Design Memory Mechanism from Optimizers

From optimizer step to memory updates

Motivation

Continuing from my last blog post, we discussed linear layers can be seen as fast weights memory on top of the whole training datasets. Throughout the years, we have made substantial progress in optimizers, from momentum SGD to AdamW, later Muon. You might ask if there is such a duality, why don't we copy the optimizers' steps as the memory update mechanisms. In this blog post, we are going to explore this possibility. All codes and implementations can be found under this repo.

MSGD as Memory Updates

Momentum SGD (with optional Nesterov and weight decay). In standard momentum SGD we keep a velocity $v_t$ that exponentially averages gradients $g_t$:

$$\begin{aligned} v_t &= \mu\, v_{t-1} + g_t,\\ w_t &= w_{t-1} - \eta\, v_t.\\ \end{aligned}$$

With decoupled weight decay (or simple $\ell_2$ decay) the parameters are additionally shrunk:

$$w_t \leftarrow (1-\eta\,\lambda)\, w_{t-1} - \eta\, v_t.$$

For Nesterov momentum, the gradient is evaluated at the lookahead point $w_{t-1}-\mu v_{t-1}$.

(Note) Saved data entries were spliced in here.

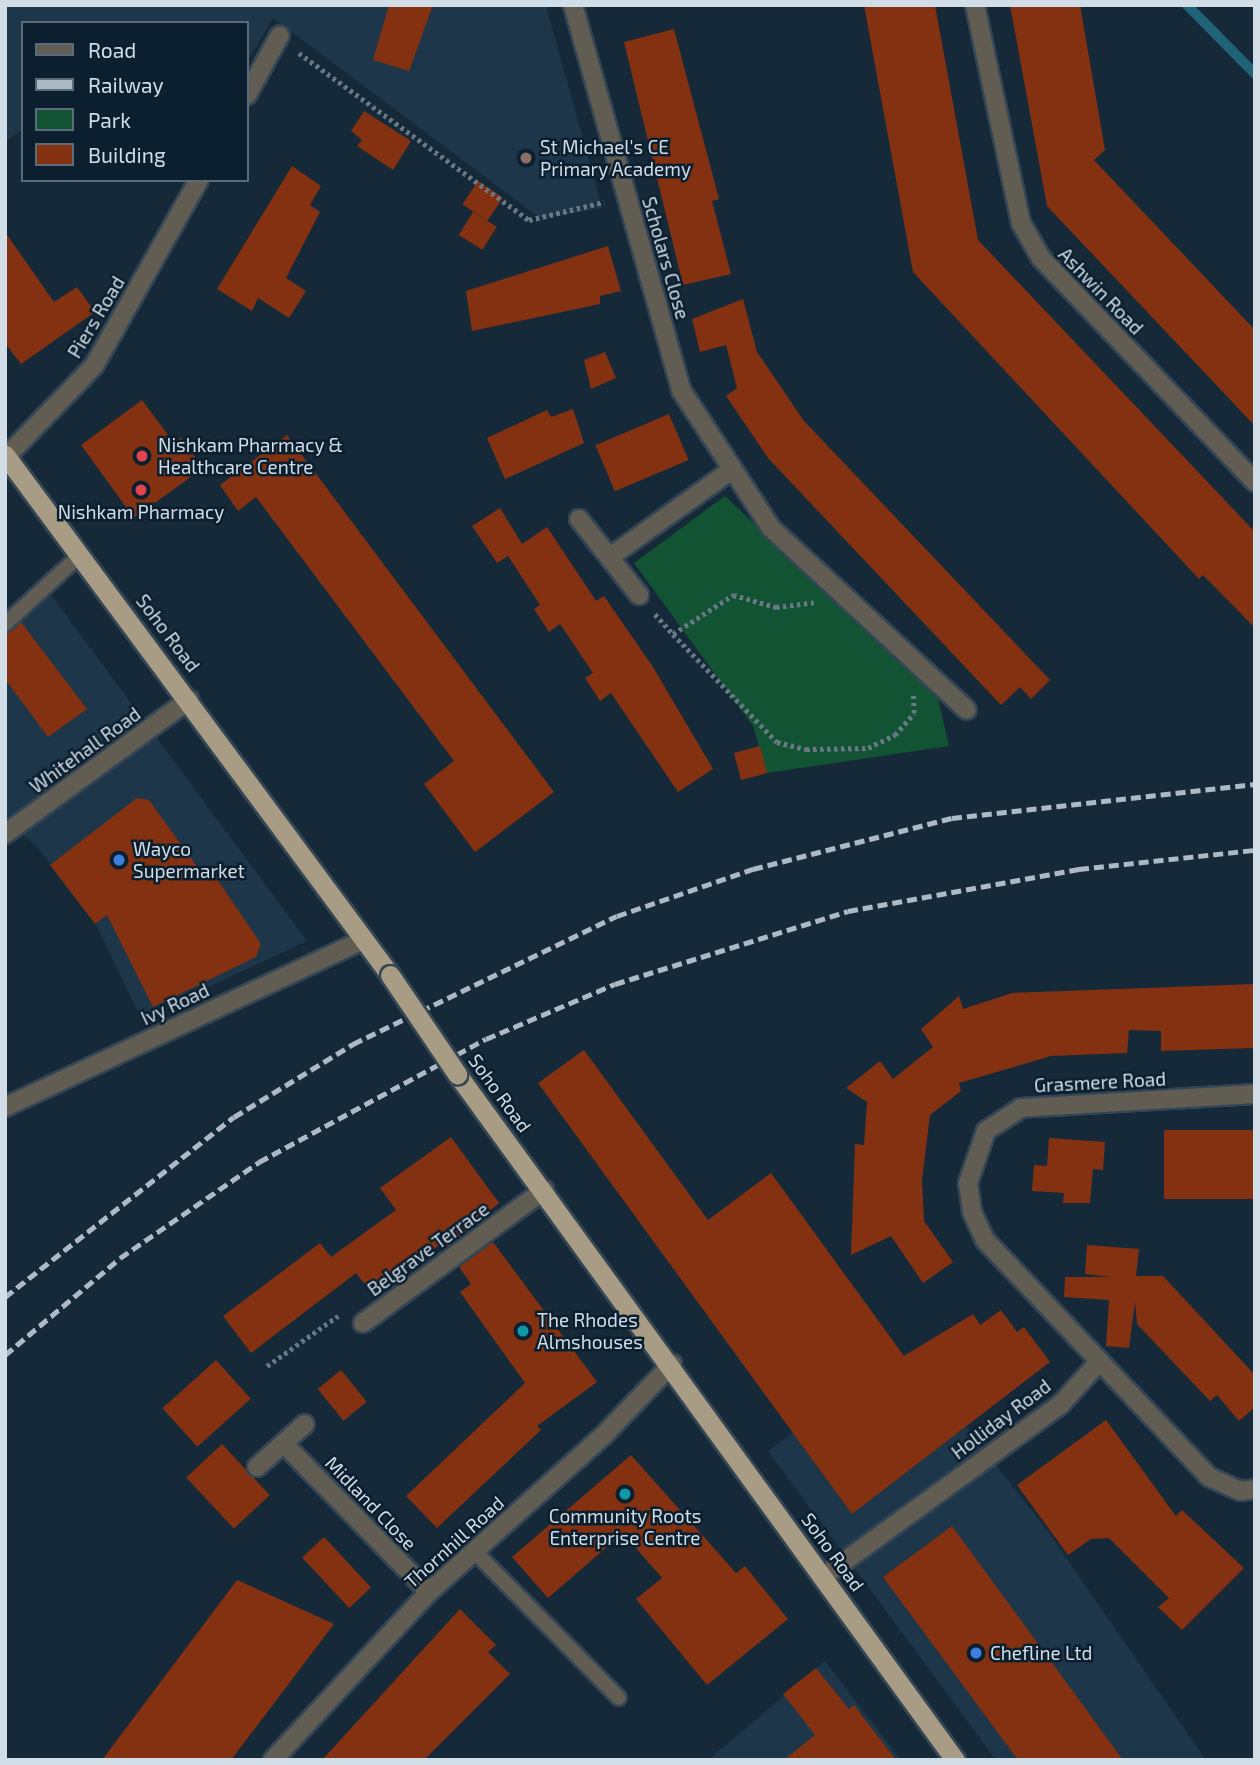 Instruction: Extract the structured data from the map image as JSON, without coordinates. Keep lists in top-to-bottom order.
{
  "streets": {
    "highway": ["Soho Road"],
    "street": [
      "Scholars Close",
      "Ashwin Road",
      "Piers Road",
      "Whitehall Road",
      "Ivy Road",
      "Grasmere Road",
      "Belgrave Terrace",
      "Holliday Road",
      "Midland Close",
      "Thornhill Road"
    ]
  },
  "crossings": [
    ["Piers Road", "Soho Road"],
    ["Soho Road", "Whitehall Road"],
    ["Soho Road", "Ivy Road"],
    ["Soho Road", "Belgrave Terrace"],
    ["Soho Road", "Holliday Road"],
    ["Soho Road", "Thornhill Road"],
    ["Grasmere Road", "Holliday Road"],
    ["Midland Close", "Thornhill Road"]
  ],
  "places": [
    "St Michael's CE Primary Academy",
    "Nishkam Pharmacy & Healthcare Centre",
    "Nishkam Pharmacy",
    "Wayco Supermarket",
    "The Rhodes Almshouses",
    "Community Roots Enterprise Centre",
    "Chefline Ltd"
  ],
  "legend": [
    "Road",
    "Railway",
    "Park",
    "Building"
  ]
} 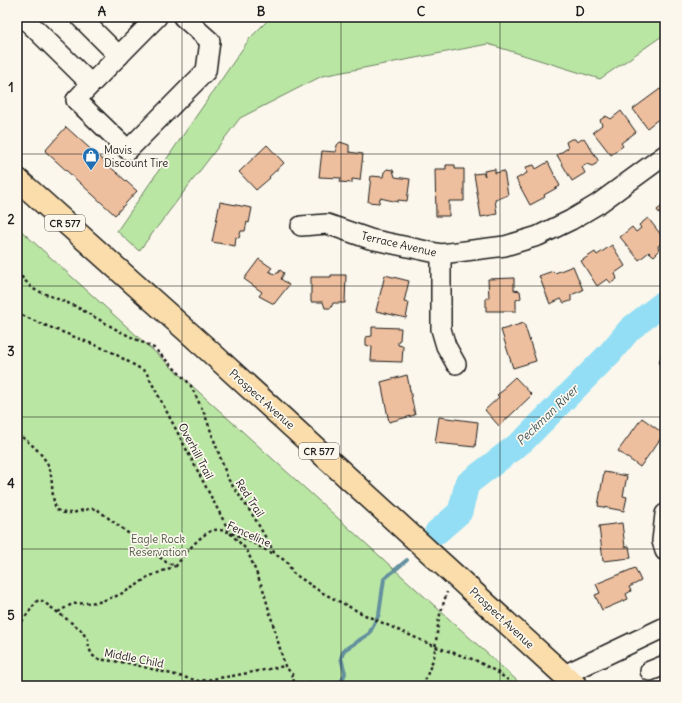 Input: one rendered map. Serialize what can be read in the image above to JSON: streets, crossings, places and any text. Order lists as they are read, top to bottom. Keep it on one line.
{"streets":{"main road":["CR 577","Prospect Avenue"],"street":["Terrace Avenue"],"path":["Overhill Trail","Red Trail","Fenceline","Middle Child"]},"crossings":[["Overhill Trail","Fenceline"],["Overhill Trail","Middle Child"],["Red Trail","Fenceline"]],"water":["Peckman River"],"parks":["Eagle Rock Reservation"],"places":{"shop":["Mavis Discount Tire"]},"grid":{"columns":["A","B","C","D"],"rows":["1","2","3","4","5"]}} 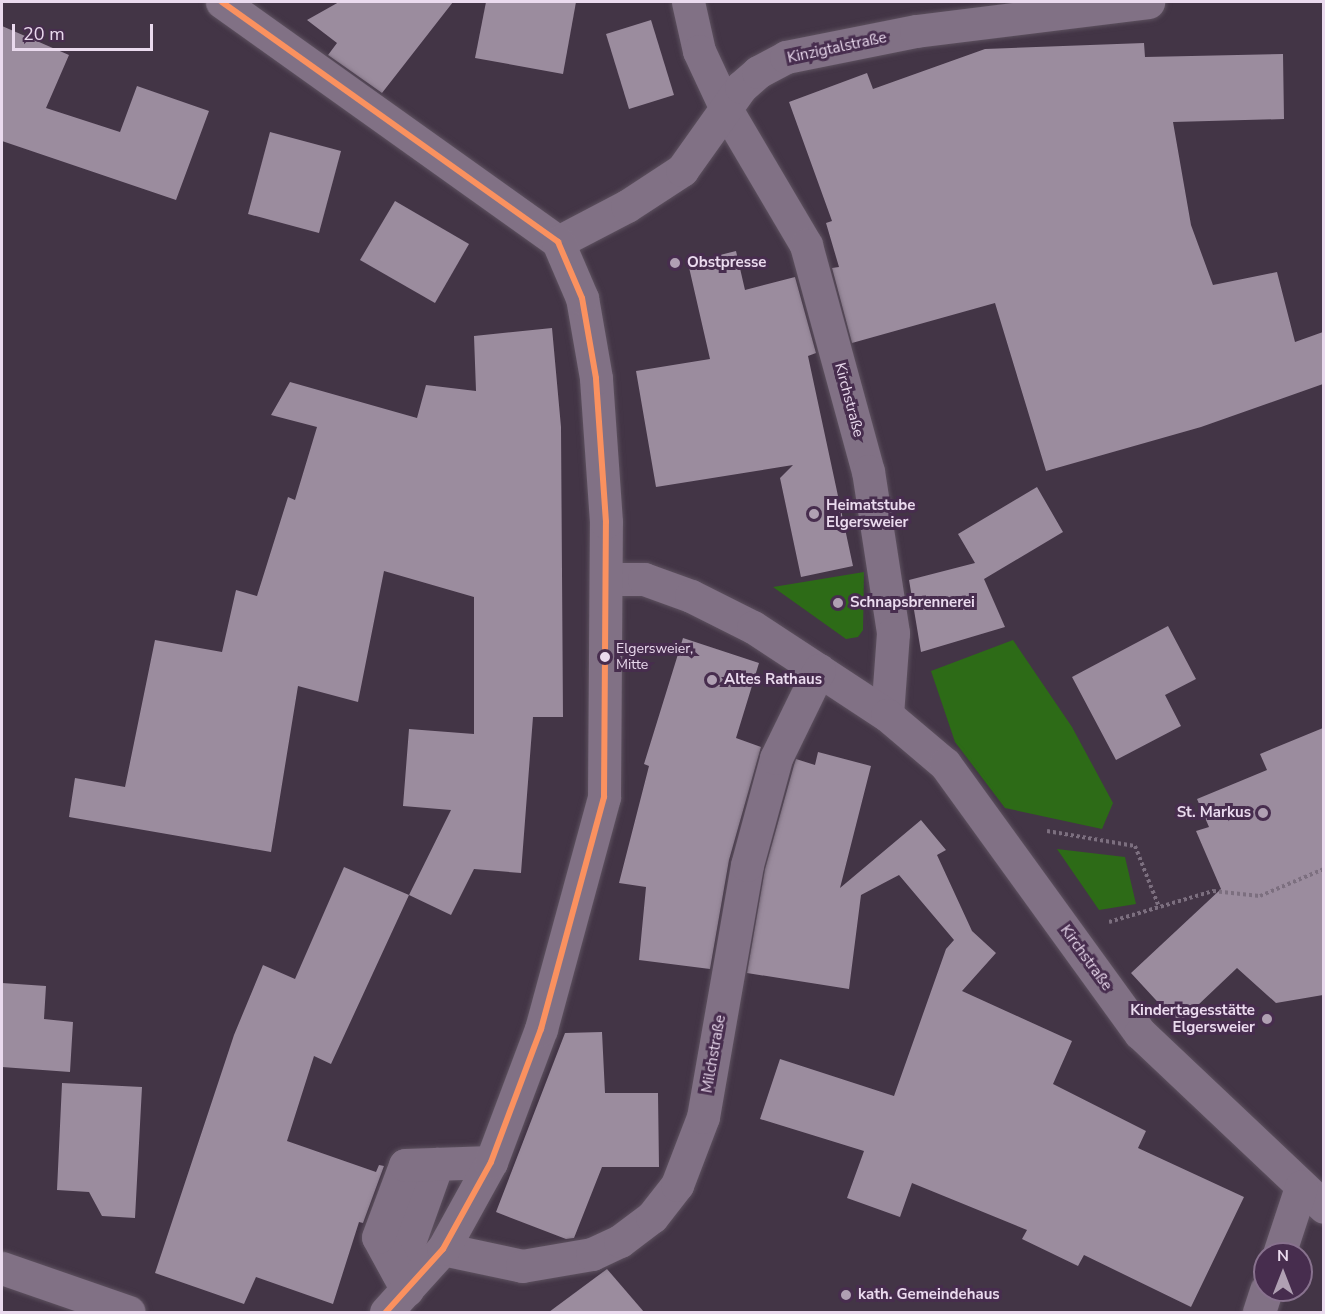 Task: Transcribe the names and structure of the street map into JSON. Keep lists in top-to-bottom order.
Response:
{
  "streets": {
    "street": ["Kinzigtalstraße", "Kirchstraße", "Milchstraße"]
  },
  "crossings": [
    ["Kinzigtalstraße", "Kirchstraße"],
    ["Kirchstraße", "Milchstraße"]
  ],
  "places": [
    "Obstpresse",
    "Heimatstube Elgersweier",
    "Schnapsbrennerei",
    "Elgersweier, Mitte",
    "Altes Rathaus",
    "St. Markus",
    "Kindertagesstätte Elgersweier",
    "kath. Gemeindehaus"
  ],
  "scale_bar": "20 m",
  "north": "top"
} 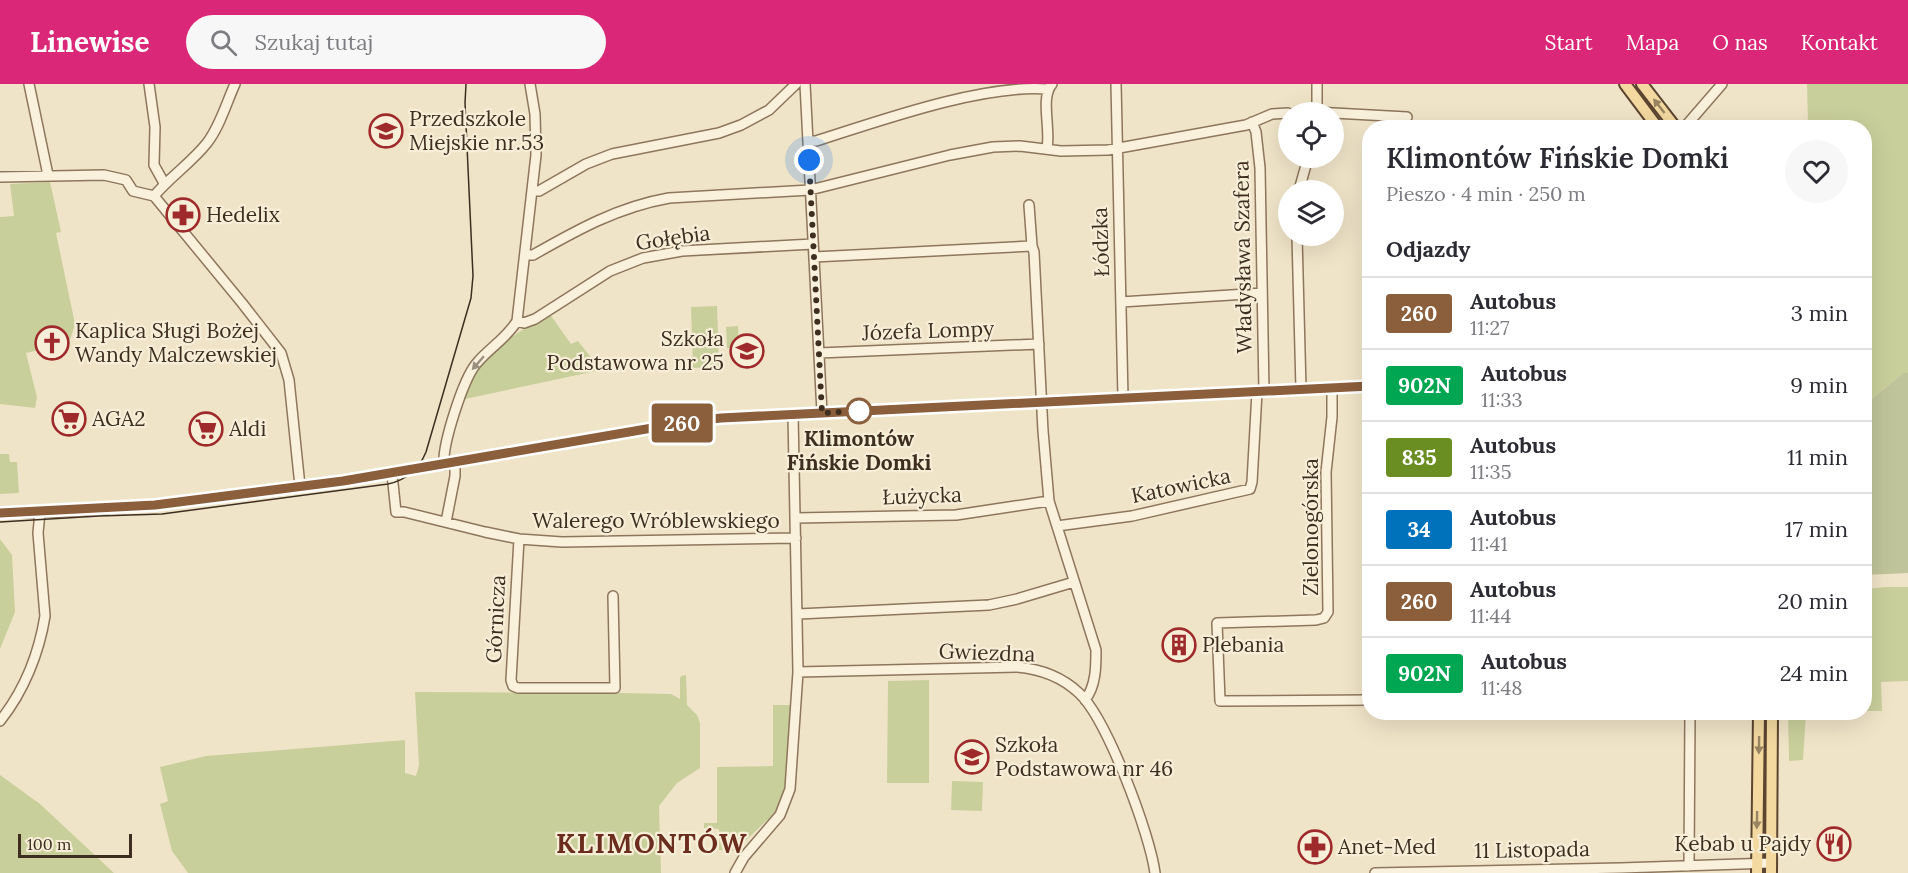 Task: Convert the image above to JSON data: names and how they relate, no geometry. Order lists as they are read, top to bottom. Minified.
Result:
{"streets":{"main road":["11 Listopada"],"street":["Gołębia","Łódzka","Władysława Szafera","Józefa Lompy","Katowicka","Łużycka","Walerego Wróblewskiego","Zielonogórska","Górnicza","Gwiezdna"]},"crossings":[["Władysława Szafera","Katowicka"],["Walerego Wróblewskiego","Górnicza"]],"districts":["KLIMONTÓW"],"places":{"school or university":["Przedszkole Miejskie nr.53","Szkoła Podstawowa nr 25","Szkoła Podstawowa nr 46"],"pharmacy":["Hedelix","Anet-Med"],"church":["Kaplica Sługi Bożej Wandy Malczewskiej"],"other":["Klimontów Fińskie Domki"],"supermarket":["AGA2","Aldi"],"building":["Plebania"],"restaurant":["Kebab u Pajdy"]},"lines":["bus line 260"],"scale_bar":"100 m","page":{"header":"Linewise","search":"Szukaj tutaj","nav":["Start","Mapa","O nas","Kontakt"],"on_map":"260","heading":[["Klimontów Fińskie Domki","Pieszo · 4 min · 250 m"],"Odjazdy"],"list":[{"mark":"260","name":"Autobus","note":"11:27","value":"3 min"},{"mark":"902N","name":"Autobus","note":"11:33","value":"9 min"},{"mark":"835","name":"Autobus","note":"11:35","value":"11 min"},{"mark":"34","name":"Autobus","note":"11:41","value":"17 min"},{"mark":"260","name":"Autobus","note":"11:44","value":"20 min"},{"mark":"902N","name":"Autobus","note":"11:48","value":"24 min"}],"scale":"100 m"}} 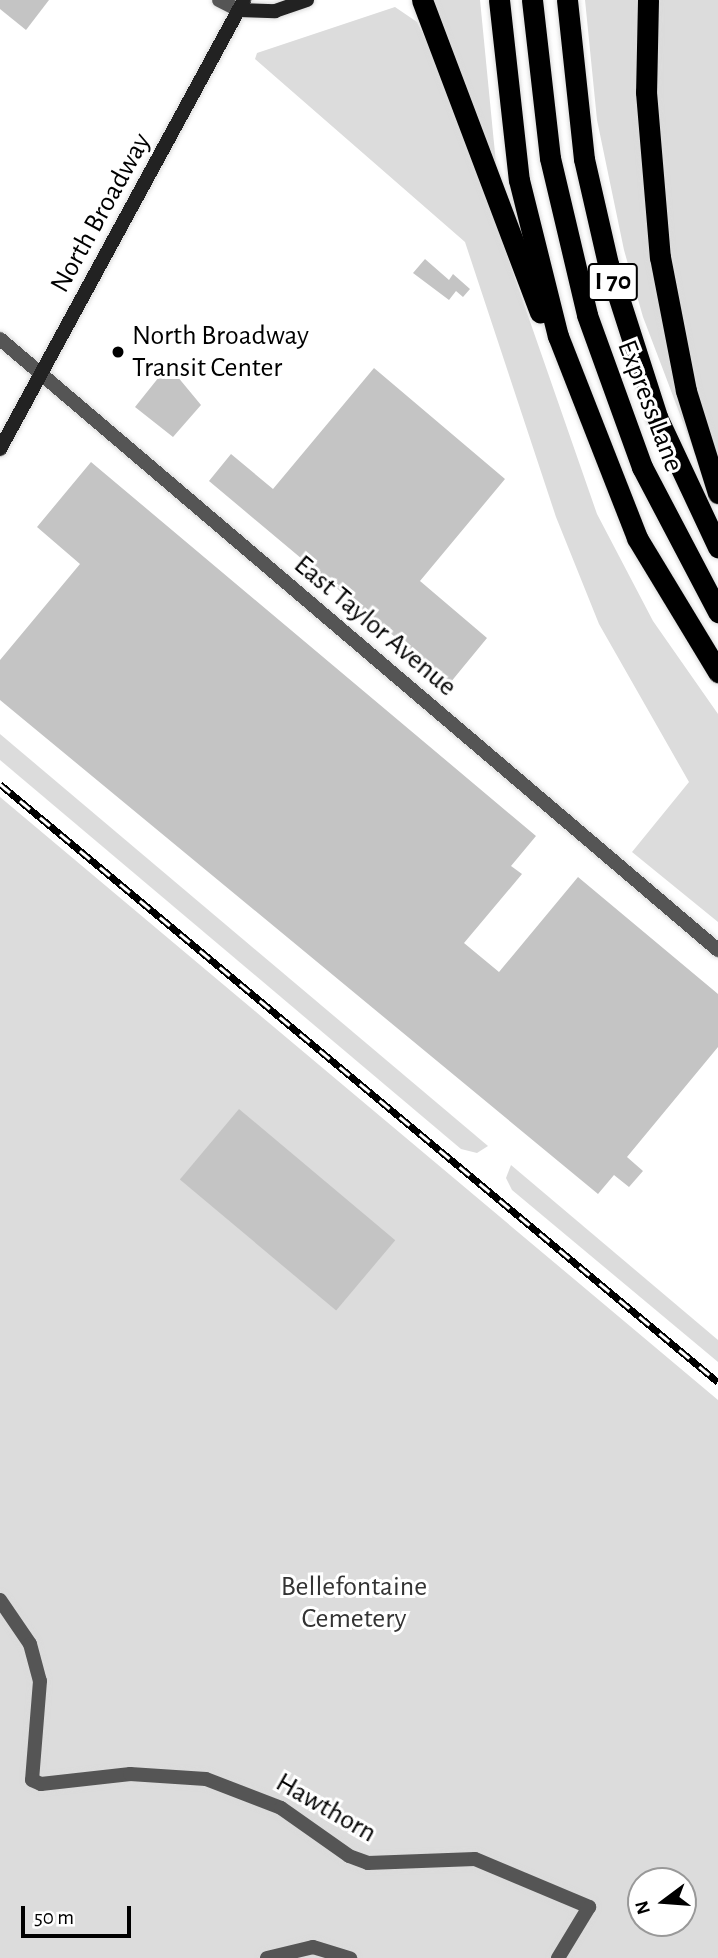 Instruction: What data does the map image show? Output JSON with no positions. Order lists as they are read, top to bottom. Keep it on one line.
{"streets":{"highway":["I 70","Express Lane"],"main road":["North Broadway"],"street":["East Taylor Avenue","Hawthorn"]},"crossings":[["North Broadway","East Taylor Avenue"]],"parks":["Bellefontaine Cemetery"],"places":["North Broadway Transit Center"],"scale_bar":"50 m","north":"left"}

Copying these steps into a memory update. Treat the per-timestep outer product $G_t = q_k\, (k_t v_t^\top)$ (where $q_k = 1/\sqrt{d}$ is the usual attention scale) as an analogue of a "gradient" for the memory matrix. We then filter $G_t$ with a momentum-like EMA to get a memory velocity $\tilde{G}_t$ and apply an exponential decay to the update:

$$\begin{aligned} \tilde{G}_t &= \mu\, \tilde{G}_{t-1} + G_t,\\ \Delta M_t &= \alpha\, \tilde{G}_t,\\ \Delta M_t &\leftarrow (1-\gamma)\, \Delta M_t,\\ M_t &= M_{t-1} + \Delta M_t. \end{aligned}$$

Operationally, this yields a momentum-smoothed sequence of memory slices whose cumulative sum forms $M_t$; querying uses the usual $y_t = q_t^\top M_t$ contraction.

Show Me the Code

class MSGDFastWeightMemory(nn.Module):
    def __init__(self, momentum=1.0, mem_lr = 1.0, mem_decay = 0.1, nesterov = False):
        super().__init__()
        self.momentum = momentum
        self.mem_lr = mem_lr
        self.mem_decay = mem_decay
        self.nesterov = nesterov

    def forward(self, qkv):
        seqlen = qkv.shape[1]
        q, k, v = qkv.unbind(dim=2)
        qk_scale = 1.0 / math.sqrt(q.shape[-1])
        mem_slice = qk_scale * k.unsqueeze(-1) @ v.unsqueeze(-2)
        # compute the momemntum, that is the first layer of memory
        mem_momentum = compute_mem_momentum(mem_slice, self.momentum, nesterov = self.nesterov)
        mem_slice = self.mem_lr * mem_momentum
        # compute the weight decay
        mem_slice = compute_mem_momentum(mem_slice, 1 - self.mem_decay, nesterov = False)
        mem = torch.cumsum(mem_slice, dim = 2)
        
        output = torch.einsum("bhtd,bhtdv->bhtv", q, mem)
        return output

Adam as Memory Updates

Adam. Adam keeps first and second moments of the gradient:

$$\begin{aligned} m_t &= \beta_1 m_{t-1} + (1-\beta_1) g_t,\\ v_t &= \beta_2 v_{t-1} + (1-\beta_2) g_t^{\odot 2},\\ \hat m_t &= m_t/(1-\beta_1^t),\quad \hat v_t = v_t/(1-\beta_2^t),\\ w_t &= w_{t-1} - \eta\, \hat m_t/(\sqrt{\hat v_t}+\varepsilon). \end{aligned}$$

(Bias correction may be omitted in practice for simplicity.)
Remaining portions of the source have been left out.